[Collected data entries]
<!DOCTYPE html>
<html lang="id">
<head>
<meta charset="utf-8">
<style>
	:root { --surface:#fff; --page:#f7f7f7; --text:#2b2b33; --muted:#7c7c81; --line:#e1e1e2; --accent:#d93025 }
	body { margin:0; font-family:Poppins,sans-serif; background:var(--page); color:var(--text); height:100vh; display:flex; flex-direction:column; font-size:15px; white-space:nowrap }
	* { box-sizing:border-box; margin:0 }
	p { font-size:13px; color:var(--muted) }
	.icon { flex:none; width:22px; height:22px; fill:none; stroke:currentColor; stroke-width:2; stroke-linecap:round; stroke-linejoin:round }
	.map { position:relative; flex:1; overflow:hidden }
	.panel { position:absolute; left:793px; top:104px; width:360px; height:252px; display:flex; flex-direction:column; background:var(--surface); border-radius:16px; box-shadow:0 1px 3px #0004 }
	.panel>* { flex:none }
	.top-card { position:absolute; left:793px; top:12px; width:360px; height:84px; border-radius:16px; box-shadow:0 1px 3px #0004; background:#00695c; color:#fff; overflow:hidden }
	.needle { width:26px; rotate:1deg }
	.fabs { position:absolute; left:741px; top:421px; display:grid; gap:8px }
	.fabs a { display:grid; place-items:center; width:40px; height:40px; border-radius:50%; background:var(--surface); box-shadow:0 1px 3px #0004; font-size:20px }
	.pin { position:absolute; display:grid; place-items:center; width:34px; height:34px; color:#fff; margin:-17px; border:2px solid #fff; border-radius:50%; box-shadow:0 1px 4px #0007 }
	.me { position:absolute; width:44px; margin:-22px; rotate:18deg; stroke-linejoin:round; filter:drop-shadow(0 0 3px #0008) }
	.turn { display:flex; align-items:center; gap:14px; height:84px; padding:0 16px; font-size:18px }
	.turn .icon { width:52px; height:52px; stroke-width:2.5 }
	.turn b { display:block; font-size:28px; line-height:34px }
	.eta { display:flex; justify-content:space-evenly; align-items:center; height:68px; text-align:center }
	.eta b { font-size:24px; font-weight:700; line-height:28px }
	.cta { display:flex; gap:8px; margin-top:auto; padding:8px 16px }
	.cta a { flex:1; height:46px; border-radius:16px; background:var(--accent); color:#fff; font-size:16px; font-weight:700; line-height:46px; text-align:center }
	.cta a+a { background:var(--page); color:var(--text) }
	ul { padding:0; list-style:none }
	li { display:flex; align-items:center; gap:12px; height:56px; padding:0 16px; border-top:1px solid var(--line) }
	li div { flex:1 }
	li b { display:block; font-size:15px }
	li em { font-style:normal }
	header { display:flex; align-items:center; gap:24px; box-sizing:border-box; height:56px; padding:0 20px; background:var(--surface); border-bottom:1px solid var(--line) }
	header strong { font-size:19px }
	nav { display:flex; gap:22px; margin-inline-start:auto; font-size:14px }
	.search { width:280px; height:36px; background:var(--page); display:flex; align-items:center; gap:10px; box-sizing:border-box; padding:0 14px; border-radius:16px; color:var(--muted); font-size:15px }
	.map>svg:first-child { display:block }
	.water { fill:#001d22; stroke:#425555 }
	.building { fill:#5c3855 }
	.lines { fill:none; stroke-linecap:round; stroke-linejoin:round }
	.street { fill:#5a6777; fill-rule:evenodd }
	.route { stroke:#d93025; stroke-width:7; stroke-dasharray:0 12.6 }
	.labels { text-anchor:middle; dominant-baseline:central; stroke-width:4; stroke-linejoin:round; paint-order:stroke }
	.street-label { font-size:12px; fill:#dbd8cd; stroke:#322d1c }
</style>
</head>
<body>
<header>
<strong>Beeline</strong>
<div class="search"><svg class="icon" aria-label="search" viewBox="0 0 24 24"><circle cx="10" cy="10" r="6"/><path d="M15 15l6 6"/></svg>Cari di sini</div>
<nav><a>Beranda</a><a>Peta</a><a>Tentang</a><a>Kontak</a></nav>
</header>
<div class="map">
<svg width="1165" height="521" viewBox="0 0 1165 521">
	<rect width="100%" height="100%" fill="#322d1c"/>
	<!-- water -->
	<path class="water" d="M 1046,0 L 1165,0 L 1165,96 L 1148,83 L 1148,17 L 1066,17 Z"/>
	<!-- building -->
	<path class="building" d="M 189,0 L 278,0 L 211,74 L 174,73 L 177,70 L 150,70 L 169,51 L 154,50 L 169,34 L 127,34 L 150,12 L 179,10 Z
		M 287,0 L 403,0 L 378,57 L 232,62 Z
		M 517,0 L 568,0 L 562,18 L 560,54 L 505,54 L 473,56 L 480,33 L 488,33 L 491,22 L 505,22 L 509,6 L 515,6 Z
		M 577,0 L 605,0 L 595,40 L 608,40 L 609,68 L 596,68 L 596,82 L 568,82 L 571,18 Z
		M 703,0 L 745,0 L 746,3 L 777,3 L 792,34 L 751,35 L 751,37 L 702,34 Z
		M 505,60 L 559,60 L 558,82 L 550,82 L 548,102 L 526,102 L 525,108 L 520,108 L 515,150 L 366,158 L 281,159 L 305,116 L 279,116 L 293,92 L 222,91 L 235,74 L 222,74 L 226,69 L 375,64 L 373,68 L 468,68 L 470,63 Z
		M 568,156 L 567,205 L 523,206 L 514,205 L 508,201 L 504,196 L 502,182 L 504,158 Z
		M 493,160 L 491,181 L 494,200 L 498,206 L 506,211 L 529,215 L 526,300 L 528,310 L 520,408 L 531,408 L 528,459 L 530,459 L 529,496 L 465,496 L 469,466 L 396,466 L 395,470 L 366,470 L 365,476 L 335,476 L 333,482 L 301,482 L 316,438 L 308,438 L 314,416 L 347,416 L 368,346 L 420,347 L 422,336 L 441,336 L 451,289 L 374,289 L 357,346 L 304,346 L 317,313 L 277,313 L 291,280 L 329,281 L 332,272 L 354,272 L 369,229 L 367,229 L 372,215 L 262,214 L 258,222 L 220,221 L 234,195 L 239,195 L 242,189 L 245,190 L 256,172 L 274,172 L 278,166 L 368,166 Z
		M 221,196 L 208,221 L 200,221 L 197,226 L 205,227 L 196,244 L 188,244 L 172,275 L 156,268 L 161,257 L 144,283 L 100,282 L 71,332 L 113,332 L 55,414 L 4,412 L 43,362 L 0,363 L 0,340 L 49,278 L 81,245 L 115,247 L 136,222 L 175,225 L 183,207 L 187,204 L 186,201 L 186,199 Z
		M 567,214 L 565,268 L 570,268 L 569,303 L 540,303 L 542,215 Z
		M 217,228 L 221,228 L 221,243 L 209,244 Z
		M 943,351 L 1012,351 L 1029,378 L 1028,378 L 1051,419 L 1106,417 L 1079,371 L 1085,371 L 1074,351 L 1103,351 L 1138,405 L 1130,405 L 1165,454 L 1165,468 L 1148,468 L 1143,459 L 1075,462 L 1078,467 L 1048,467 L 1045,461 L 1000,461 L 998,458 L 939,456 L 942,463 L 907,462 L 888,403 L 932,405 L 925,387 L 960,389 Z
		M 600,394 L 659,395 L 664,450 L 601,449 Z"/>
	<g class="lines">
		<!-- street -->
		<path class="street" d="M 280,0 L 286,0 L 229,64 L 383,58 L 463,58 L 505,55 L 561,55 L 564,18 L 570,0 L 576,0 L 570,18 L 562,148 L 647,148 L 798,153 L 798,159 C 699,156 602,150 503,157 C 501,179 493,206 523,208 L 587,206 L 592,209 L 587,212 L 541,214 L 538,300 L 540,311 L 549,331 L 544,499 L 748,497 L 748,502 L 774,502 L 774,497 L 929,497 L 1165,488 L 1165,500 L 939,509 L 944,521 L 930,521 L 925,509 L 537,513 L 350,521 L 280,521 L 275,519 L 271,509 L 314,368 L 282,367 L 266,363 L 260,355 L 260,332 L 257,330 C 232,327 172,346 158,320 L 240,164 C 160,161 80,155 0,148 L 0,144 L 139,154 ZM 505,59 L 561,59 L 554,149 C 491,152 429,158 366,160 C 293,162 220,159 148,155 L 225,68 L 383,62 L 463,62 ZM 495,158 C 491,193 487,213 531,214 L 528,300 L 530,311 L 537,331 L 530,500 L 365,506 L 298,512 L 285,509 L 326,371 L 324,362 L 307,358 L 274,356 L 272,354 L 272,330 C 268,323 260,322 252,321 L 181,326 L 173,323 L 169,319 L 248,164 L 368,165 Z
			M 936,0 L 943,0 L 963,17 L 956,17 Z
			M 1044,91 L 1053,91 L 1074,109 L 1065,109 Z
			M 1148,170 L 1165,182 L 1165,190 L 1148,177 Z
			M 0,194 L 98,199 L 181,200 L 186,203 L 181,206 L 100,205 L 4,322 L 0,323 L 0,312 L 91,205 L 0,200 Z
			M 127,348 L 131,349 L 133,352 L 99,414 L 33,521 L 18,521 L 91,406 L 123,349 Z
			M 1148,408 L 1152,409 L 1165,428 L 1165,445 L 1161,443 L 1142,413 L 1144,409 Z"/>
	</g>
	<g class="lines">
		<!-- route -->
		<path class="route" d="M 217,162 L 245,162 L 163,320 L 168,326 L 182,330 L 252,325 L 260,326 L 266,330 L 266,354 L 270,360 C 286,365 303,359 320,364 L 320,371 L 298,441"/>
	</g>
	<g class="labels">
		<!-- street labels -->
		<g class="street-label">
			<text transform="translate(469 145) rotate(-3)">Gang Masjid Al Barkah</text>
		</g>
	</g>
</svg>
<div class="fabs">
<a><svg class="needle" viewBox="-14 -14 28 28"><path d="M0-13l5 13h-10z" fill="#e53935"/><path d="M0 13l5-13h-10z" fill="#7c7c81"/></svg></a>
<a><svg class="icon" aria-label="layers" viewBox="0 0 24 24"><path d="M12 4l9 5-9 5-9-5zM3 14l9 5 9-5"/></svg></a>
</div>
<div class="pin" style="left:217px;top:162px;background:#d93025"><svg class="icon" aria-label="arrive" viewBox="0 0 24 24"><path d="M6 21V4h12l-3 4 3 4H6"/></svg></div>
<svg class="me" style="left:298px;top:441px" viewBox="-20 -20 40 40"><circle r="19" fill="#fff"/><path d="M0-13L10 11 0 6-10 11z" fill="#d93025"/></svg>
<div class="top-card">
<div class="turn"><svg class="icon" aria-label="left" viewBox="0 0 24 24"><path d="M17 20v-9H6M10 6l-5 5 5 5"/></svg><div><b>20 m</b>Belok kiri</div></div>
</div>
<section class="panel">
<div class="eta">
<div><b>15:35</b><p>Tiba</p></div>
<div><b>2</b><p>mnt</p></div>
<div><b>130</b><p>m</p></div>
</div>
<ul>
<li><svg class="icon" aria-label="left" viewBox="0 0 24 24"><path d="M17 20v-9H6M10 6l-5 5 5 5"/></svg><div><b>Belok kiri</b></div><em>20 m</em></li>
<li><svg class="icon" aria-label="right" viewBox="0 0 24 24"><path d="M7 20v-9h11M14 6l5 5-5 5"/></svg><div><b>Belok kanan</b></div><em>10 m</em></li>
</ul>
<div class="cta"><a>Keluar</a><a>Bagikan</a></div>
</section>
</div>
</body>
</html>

- ASSIGNMENT
From the entries above, extract only the lines running from the one containing "fill:none; stroke-linecap:round; stroke-linejoin:round" through the one containing "M 577,0 L 605,0", inclusive.

- RESPONSE AREA
	.lines { fill:none; stroke-linecap:round; stroke-linejoin:round }
	.street { fill:#5a6777; fill-rule:evenodd }
	.route { stroke:#d93025; stroke-width:7; stroke-dasharray:0 12.6 }
	.labels { text-anchor:middle; dominant-baseline:central; stroke-width:4; stroke-linejoin:round; paint-order:stroke }
	.street-label { font-size:12px; fill:#dbd8cd; stroke:#322d1c }
</style>
</head>
<body>
<header>
<strong>Beeline</strong>
<div class="search"><svg class="icon" aria-label="search" viewBox="0 0 24 24"><circle cx="10" cy="10" r="6"/><path d="M15 15l6 6"/></svg>Cari di sini</div>
<nav><a>Beranda</a><a>Peta</a><a>Tentang</a><a>Kontak</a></nav>
</header>
<div class="map">
<svg width="1165" height="521" viewBox="0 0 1165 521">
	<rect width="100%" height="100%" fill="#322d1c"/>
	<!-- water -->
	<path class="water" d="M 1046,0 L 1165,0 L 1165,96 L 1148,83 L 1148,17 L 1066,17 Z"/>
	<!-- building -->
	<path class="building" d="M 189,0 L 278,0 L 211,74 L 174,73 L 177,70 L 150,70 L 169,51 L 154,50 L 169,34 L 127,34 L 150,12 L 179,10 Z
		M 287,0 L 403,0 L 378,57 L 232,62 Z
		M 517,0 L 568,0 L 562,18 L 560,54 L 505,54 L 473,56 L 480,33 L 488,33 L 491,22 L 505,22 L 509,6 L 515,6 Z
		M 577,0 L 605,0 L 595,40 L 608,40 L 609,68 L 596,68 L 596,82 L 568,82 L 571,18 Z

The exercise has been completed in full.